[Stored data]
-------

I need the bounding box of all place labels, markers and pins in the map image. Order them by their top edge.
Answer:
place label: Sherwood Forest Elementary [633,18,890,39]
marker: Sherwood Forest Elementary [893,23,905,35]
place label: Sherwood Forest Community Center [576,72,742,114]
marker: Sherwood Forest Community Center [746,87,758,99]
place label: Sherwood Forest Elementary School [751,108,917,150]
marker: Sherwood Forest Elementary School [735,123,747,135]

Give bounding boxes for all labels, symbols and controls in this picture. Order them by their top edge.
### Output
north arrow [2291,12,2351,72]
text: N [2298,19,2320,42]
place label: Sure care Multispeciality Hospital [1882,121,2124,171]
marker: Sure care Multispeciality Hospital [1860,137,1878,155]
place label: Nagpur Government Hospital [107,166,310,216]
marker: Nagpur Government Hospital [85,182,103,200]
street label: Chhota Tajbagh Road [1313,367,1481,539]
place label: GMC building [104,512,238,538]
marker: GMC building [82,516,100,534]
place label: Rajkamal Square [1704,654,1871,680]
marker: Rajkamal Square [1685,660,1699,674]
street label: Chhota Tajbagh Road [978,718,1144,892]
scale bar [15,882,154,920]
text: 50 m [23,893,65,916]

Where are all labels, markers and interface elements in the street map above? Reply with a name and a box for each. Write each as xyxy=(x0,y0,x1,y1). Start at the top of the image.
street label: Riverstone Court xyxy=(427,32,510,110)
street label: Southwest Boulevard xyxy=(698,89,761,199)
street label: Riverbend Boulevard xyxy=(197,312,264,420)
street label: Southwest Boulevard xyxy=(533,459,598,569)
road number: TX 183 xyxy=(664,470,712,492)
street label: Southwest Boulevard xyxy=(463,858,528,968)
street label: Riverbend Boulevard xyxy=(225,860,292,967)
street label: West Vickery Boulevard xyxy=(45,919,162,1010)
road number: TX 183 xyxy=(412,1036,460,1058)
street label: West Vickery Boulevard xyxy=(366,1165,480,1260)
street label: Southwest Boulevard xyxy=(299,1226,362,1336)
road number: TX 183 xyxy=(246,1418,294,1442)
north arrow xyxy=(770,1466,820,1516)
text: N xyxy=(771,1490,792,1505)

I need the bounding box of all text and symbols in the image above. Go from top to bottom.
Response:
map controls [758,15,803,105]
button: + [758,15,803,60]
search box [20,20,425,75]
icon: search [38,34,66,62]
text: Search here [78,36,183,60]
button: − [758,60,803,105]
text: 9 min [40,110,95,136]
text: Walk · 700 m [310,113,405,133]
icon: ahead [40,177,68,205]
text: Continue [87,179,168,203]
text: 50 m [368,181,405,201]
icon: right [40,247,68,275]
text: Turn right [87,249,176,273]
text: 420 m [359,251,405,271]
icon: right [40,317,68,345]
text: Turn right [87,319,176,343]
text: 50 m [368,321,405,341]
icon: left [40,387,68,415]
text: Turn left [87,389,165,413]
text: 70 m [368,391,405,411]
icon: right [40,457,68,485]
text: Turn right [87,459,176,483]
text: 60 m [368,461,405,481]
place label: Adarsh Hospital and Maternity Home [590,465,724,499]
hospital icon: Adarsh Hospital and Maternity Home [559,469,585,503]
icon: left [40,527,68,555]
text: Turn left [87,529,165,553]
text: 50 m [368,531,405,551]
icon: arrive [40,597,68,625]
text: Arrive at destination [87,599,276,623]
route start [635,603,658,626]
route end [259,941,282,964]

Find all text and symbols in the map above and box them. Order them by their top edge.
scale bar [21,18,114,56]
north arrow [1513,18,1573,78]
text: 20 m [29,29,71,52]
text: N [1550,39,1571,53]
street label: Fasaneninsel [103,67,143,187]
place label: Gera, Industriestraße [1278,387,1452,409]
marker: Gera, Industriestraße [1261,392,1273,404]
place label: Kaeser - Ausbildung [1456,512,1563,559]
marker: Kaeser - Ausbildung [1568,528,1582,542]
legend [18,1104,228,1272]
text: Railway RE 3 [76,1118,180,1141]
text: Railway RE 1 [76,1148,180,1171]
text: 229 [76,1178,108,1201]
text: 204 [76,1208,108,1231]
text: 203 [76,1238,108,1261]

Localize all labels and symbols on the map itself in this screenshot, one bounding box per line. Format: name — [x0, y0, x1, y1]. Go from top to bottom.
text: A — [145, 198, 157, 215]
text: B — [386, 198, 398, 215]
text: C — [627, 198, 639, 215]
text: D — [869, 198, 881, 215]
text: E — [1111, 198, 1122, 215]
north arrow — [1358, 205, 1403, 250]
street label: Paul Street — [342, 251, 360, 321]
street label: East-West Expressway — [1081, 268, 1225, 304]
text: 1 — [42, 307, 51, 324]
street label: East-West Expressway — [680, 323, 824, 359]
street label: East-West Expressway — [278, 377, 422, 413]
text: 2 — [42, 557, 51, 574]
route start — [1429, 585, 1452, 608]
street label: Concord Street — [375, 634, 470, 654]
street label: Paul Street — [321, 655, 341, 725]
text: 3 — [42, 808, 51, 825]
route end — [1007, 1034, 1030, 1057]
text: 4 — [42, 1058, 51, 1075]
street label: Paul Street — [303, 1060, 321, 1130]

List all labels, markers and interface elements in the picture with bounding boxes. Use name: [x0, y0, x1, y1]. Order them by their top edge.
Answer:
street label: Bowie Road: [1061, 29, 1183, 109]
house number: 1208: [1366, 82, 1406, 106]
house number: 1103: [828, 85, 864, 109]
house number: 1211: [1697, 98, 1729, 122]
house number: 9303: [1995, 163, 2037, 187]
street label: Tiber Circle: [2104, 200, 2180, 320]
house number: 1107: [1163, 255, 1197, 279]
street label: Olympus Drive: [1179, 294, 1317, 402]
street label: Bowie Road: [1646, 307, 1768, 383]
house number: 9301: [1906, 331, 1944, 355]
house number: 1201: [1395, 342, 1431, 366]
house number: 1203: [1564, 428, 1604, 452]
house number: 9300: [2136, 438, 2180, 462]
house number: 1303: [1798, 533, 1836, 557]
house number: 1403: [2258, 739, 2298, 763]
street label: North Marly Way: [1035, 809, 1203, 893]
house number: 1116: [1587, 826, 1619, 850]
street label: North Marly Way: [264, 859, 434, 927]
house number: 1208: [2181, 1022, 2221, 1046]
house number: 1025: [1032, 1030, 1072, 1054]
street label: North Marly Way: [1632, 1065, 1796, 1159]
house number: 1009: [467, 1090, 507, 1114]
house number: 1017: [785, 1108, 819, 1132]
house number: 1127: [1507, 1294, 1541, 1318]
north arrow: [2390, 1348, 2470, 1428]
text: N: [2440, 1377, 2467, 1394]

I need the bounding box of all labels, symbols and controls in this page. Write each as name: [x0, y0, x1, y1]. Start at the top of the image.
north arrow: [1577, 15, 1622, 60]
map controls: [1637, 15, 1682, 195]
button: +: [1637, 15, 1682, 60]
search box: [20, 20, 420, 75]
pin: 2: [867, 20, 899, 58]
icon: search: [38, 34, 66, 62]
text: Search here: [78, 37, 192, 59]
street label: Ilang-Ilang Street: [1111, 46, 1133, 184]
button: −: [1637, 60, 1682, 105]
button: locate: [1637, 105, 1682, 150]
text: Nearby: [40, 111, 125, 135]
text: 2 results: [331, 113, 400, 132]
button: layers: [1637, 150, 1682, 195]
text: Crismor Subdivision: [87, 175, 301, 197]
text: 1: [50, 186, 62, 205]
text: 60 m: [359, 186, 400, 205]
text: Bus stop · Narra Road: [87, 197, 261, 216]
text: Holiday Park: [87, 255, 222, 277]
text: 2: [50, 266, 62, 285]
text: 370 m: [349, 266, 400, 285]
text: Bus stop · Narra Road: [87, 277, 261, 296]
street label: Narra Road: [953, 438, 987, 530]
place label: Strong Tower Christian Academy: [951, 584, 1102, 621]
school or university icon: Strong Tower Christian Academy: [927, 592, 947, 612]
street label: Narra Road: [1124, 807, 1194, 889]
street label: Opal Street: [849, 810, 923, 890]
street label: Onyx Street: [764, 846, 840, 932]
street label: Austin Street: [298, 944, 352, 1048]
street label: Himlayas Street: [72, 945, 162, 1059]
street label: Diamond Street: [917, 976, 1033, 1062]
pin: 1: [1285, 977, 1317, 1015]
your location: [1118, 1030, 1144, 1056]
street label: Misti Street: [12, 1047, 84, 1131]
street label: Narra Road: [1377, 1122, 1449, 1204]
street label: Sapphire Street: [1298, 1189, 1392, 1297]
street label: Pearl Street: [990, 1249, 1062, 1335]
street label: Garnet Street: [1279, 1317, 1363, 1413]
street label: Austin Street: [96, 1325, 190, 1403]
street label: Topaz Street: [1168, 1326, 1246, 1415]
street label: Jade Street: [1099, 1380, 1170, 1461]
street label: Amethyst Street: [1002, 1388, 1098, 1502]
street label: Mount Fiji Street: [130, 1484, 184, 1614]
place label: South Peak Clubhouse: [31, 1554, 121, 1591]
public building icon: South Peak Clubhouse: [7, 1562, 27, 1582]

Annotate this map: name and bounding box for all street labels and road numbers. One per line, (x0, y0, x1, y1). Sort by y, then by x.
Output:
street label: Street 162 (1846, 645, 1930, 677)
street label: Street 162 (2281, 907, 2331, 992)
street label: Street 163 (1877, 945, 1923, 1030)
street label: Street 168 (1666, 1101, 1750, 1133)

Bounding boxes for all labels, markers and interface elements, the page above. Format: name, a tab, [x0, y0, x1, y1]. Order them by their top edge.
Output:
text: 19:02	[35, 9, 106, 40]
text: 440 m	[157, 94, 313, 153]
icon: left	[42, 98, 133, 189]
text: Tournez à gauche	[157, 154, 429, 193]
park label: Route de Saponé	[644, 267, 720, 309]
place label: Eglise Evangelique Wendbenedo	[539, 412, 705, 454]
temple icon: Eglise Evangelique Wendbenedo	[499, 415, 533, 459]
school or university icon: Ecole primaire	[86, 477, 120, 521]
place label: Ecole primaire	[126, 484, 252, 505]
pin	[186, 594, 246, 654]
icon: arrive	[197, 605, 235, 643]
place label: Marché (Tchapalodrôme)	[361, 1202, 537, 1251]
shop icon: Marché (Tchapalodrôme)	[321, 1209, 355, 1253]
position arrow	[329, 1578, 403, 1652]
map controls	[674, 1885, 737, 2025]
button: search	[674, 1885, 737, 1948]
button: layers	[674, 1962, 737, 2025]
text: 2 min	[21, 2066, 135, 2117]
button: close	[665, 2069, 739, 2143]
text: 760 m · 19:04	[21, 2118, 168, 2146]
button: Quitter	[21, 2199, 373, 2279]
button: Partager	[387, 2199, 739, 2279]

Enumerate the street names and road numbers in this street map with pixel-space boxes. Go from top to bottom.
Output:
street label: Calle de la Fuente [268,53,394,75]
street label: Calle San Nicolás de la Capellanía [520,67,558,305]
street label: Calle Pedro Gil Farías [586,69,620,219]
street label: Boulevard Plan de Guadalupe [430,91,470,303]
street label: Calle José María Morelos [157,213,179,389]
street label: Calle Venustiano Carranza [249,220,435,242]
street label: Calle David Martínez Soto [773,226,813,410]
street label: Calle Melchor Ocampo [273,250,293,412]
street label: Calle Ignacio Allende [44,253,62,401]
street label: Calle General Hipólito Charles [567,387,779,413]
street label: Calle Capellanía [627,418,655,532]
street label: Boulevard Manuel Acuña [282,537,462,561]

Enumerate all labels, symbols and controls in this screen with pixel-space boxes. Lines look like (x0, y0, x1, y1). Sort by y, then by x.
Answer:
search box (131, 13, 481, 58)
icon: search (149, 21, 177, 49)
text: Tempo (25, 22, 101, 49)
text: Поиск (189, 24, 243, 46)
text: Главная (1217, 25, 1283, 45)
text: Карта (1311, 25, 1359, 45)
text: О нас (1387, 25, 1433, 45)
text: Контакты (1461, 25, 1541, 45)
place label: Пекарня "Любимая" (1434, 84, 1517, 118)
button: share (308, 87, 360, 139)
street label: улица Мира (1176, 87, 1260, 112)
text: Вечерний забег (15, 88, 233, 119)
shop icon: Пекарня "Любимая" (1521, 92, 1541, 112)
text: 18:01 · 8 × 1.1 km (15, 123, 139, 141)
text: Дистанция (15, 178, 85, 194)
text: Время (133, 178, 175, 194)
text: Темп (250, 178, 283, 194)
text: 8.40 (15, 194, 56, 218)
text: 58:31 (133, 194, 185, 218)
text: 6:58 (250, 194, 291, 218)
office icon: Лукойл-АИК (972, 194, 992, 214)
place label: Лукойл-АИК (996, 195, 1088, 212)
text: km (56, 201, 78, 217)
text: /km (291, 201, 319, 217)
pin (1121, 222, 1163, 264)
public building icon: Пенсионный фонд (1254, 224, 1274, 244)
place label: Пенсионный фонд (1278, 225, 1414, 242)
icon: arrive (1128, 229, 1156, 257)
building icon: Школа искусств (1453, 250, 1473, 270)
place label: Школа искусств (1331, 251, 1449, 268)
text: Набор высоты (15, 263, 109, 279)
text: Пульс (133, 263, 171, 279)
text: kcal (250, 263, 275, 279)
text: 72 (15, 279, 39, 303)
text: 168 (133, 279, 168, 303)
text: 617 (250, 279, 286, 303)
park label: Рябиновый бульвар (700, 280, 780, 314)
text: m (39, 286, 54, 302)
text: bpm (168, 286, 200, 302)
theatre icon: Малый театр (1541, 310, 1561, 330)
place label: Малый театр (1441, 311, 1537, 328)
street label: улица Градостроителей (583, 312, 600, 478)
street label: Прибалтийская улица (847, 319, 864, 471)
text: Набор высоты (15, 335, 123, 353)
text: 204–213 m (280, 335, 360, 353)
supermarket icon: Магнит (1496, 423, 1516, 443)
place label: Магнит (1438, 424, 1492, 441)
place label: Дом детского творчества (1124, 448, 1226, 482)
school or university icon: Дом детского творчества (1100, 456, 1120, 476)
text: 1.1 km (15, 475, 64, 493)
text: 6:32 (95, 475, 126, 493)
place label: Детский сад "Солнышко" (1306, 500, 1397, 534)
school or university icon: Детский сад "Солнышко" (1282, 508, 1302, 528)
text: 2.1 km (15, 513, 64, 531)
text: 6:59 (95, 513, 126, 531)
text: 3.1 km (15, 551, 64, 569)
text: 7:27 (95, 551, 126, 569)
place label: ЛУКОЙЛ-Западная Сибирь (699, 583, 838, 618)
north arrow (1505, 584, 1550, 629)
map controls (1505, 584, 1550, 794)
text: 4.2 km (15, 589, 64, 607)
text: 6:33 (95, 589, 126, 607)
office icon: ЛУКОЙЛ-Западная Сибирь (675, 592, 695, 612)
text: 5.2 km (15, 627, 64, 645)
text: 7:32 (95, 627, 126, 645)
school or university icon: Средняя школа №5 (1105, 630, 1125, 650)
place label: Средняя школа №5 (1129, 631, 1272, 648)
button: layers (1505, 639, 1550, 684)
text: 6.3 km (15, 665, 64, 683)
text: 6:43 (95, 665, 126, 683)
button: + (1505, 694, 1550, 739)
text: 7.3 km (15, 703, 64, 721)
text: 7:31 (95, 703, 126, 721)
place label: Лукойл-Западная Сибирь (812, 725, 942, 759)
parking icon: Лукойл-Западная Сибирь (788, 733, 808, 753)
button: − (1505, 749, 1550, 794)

-------

What you have to do: From the data, list each line in which the string "Write" appears.

Answer space:
Where are all labels, markers and interface elements in the street map above? Reply with a name and a box for each. Write each as xyxy=(x0,y0,x1,y1). Start at the top of the image.
I need the bounding box of all labels, symbols and controls in this page. Write each as name: [x0, y0, x1, y1]. Start at the top of the image.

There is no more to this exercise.